Линди поняла, что всю правду сказать не сможет, но ответила не колеблясь:
— Ферма только что уплыла от него в руки Брудера. Из-за этого он был очень зол.
— Как мистер Брудер получил ферму у вас и вашего брата?
— Ее отдал ему мой отец.
— Ваш отец?
— Да.
— А он в здравом уме?
Она ответила, что нет.
— И он отписал свою единственную собственность мистеру Брудеру?
— Да, — снова сказала Линда.
Мужчины-присяжные расстегнули свои пиджаки, некоторые обмахивались шляпами, а у женщин на лицах от жары пудра смешивалась с потом. Мистер Айвори стоял перед судьей, облаченный в безукоризненный летний костюм, и явно гордился производимым им эффектом. Он говорил:
— Я уверен, что уважаемым присяжным понадобится некоторая помощь, чтобы разобраться, почему человек завещает имущество не родным детям, а совершенно постороннему человеку. Не могли бы вы объяснить это, миссис Пур?
Линда начала кое-что понимать и ответила:
— Я и сама точно не знаю. Отец никогда не говорил мне об этом. Но у него были причины поступить именно так — это я знаю точно.
— Возможно ли, что мистер Брудер воспользовался ухудшением состояния вашего отца?
Но не успела она ответить, как вопрос был снят, и мистер Айвори попросил ее продолжить рассказ о той ночи, которая все изменила.
— Вы сказали, что Эдмунд убежал.
Линди снова посмотрела на Брудера; теперь в его взгляде промелькнула нежность, как будто его никто, кроме нее, не волновал. Она попыталась ответить ему таким же неравнодушным взглядом. Глаза ее увлажнились, и она подумала, видны ли ему ее слезы.
— Он побежал вниз, на берег, — сказала она.
— А вы за ним?
— Да.
— У него что-то было с собой?
— Киянка.
— Как вы тогда думали, куда он направлялся?
— Я не знала.
— А теперь знаете.
Она согласилась.
— Где это произошло?
— На берегу, в пещере Соборной бухты.
Она описывала вход, саму пещеру, а присяжные смотрели скучными глазами, как будто и представить себе не могли, что это за место.
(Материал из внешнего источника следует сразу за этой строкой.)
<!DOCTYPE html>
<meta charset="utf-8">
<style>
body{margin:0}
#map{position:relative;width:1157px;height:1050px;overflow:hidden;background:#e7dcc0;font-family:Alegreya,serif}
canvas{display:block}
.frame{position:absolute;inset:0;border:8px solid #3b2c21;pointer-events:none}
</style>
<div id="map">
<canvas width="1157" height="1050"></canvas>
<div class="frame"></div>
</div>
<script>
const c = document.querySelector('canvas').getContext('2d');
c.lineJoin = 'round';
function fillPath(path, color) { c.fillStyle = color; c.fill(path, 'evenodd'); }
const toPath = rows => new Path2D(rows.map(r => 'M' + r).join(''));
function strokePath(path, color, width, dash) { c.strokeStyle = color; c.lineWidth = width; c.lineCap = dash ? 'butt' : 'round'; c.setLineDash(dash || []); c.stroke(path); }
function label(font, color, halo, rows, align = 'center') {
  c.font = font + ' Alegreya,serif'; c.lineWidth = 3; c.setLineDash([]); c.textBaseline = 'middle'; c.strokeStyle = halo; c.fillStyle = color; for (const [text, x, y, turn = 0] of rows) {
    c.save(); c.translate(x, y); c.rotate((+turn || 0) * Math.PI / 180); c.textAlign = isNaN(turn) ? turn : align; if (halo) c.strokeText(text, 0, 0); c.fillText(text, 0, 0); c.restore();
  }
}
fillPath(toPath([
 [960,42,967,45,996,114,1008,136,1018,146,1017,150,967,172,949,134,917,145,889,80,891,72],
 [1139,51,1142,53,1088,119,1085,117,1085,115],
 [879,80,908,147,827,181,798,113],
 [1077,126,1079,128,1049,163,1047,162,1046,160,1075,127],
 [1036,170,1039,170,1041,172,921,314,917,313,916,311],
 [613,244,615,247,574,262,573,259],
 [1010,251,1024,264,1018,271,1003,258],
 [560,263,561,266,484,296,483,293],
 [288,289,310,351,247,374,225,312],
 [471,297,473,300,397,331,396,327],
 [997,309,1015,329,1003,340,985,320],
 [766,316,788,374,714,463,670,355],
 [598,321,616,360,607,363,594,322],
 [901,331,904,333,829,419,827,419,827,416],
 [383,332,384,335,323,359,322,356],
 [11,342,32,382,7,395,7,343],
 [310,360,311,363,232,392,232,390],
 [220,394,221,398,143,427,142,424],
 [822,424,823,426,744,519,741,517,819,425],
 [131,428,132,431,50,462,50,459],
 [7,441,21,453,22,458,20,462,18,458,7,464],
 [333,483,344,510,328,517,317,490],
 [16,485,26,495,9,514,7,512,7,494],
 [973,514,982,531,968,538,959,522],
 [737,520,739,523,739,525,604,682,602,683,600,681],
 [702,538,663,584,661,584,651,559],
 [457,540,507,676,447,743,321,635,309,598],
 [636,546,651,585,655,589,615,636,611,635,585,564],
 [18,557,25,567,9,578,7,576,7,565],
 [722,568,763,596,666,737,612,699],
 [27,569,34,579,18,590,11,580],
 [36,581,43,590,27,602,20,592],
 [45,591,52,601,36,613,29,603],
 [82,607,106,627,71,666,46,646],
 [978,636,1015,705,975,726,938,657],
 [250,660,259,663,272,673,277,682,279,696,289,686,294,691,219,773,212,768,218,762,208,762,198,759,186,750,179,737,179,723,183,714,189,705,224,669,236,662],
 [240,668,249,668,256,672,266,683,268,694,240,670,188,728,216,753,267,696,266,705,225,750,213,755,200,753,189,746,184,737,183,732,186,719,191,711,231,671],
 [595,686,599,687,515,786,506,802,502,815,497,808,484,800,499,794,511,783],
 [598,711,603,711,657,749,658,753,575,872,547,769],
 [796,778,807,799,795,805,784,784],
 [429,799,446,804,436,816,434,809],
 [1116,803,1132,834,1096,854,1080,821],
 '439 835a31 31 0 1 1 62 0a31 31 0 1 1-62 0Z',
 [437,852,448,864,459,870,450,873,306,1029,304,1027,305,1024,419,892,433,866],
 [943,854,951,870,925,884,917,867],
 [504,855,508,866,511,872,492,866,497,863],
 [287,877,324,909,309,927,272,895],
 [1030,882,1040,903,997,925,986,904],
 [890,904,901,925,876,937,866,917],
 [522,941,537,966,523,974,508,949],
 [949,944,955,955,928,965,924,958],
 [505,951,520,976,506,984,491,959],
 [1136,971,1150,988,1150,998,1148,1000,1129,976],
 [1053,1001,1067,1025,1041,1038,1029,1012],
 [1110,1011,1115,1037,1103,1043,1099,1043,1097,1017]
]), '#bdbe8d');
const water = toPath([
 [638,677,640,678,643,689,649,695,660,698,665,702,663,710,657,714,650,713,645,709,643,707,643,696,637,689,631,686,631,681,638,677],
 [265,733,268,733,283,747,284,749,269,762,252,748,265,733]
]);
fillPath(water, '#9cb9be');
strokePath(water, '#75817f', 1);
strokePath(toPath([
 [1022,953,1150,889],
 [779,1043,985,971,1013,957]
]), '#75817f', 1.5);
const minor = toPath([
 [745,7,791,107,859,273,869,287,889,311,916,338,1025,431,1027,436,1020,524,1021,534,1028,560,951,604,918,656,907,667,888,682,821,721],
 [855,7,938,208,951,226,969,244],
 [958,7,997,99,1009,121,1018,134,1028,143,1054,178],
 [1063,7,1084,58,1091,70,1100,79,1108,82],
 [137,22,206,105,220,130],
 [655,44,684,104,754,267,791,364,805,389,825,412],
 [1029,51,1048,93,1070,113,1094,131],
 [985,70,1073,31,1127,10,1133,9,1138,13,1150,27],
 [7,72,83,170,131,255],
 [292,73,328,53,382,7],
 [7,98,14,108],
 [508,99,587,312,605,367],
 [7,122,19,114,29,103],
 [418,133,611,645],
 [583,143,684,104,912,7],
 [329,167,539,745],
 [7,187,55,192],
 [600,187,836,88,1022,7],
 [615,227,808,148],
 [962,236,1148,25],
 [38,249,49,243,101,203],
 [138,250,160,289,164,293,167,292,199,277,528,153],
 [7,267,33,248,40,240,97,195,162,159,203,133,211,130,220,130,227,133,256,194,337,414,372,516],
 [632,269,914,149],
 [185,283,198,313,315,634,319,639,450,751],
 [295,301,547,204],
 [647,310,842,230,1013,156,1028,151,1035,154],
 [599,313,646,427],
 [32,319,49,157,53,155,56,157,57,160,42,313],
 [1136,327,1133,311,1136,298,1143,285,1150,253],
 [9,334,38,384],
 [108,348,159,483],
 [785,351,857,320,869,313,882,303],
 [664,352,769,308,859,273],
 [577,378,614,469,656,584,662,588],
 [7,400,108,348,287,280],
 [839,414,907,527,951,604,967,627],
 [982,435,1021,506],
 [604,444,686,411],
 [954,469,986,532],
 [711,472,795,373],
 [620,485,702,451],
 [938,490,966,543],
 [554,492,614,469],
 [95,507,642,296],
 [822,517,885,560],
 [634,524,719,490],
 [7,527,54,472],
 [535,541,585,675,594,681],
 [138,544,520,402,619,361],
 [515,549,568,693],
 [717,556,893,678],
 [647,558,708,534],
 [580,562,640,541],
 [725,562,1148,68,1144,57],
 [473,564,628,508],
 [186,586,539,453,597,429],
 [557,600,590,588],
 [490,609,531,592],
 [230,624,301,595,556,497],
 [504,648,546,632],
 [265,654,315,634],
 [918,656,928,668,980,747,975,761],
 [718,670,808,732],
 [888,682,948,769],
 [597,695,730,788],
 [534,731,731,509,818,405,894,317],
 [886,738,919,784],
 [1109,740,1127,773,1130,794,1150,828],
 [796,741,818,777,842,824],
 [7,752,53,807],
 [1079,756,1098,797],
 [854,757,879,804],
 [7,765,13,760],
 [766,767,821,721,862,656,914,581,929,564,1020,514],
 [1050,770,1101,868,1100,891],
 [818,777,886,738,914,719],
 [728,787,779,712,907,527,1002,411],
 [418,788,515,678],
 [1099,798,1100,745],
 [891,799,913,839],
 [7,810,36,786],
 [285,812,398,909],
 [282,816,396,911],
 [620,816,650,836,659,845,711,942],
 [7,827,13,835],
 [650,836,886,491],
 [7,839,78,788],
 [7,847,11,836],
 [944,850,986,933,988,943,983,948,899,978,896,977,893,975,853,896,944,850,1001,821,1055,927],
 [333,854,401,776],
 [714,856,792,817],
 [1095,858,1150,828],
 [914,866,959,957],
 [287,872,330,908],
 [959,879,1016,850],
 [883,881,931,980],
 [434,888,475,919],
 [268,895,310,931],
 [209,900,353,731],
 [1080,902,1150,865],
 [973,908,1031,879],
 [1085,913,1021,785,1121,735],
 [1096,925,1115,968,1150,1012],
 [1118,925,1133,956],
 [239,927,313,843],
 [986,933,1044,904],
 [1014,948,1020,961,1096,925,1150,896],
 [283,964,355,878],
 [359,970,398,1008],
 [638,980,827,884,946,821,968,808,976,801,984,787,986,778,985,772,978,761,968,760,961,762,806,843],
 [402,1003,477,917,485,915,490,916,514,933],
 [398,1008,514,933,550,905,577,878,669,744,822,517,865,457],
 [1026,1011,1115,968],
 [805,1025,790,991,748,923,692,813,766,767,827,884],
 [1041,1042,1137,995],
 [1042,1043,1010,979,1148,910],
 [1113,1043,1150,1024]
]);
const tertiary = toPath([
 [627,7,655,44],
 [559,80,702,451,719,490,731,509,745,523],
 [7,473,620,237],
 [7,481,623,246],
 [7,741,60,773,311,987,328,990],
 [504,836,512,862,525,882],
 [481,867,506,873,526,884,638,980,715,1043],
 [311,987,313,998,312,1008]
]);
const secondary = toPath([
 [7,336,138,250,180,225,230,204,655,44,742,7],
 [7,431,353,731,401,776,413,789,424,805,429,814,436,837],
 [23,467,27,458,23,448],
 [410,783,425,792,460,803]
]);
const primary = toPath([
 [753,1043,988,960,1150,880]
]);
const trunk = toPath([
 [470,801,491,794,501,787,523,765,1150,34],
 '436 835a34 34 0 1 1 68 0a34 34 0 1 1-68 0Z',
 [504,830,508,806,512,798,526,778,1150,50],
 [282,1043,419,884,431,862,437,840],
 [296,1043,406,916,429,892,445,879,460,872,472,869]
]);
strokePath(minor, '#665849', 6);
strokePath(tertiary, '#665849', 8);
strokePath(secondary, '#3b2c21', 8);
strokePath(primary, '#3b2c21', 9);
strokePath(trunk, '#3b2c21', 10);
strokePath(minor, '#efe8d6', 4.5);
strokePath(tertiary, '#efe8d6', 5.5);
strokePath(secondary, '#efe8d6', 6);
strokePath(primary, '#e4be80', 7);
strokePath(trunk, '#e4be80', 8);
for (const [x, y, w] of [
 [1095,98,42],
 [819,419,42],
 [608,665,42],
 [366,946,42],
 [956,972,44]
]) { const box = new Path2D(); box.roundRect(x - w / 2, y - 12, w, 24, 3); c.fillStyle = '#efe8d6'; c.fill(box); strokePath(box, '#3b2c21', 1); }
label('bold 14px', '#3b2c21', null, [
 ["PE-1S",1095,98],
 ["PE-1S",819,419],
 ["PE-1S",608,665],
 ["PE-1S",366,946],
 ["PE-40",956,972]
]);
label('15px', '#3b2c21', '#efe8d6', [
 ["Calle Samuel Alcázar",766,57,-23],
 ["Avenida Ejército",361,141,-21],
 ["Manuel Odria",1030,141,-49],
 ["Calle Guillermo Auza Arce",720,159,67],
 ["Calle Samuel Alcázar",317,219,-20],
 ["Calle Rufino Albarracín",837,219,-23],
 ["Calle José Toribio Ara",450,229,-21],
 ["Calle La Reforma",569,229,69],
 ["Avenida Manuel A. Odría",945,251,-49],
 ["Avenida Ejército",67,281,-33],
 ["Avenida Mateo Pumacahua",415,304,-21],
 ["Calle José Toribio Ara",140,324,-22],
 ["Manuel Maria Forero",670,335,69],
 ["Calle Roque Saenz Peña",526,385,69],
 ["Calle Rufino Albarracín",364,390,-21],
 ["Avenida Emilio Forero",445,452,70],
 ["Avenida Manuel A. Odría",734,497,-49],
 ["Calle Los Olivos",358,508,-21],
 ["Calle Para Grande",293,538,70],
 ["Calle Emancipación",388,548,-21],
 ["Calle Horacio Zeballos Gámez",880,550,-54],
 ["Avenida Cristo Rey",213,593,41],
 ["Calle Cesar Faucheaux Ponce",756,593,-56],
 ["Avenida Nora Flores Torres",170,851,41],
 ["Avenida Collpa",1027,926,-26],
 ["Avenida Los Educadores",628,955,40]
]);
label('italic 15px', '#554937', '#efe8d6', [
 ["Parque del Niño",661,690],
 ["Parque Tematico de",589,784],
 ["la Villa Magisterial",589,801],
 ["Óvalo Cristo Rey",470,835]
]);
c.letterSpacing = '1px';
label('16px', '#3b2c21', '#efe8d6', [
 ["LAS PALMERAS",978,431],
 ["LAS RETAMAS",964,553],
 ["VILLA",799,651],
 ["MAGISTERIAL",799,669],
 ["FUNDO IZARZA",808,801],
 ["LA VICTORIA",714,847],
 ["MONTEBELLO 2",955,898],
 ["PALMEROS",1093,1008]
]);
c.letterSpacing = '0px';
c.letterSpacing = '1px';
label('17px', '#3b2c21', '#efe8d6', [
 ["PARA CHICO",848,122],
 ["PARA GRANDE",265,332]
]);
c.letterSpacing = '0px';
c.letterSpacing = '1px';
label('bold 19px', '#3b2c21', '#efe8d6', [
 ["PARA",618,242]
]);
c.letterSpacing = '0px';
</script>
Но от зала суда до него было рукой подать; неужели же ни один из них там не был? Ребенок повернулся и пнул Линди; стало очень больно, как будто он резал ее ножом. Линди думала: если заглянуть к ней в матку, там, наверное, одни синяки и шишки.
— Кого вы увидели, когда прибежали? — спросил мистер Айвори.
— Эдмунда и Брудера.
— Что они делали?
Она ответила, что было очень темно, луну заслоняли облака, она бежала вдоль берега по следам Эдмунда и не знала, что ее ожидает. Заворачивая за поворот у пещеры Соборной бухты, она не могла сообразить, что сейчас произойдет.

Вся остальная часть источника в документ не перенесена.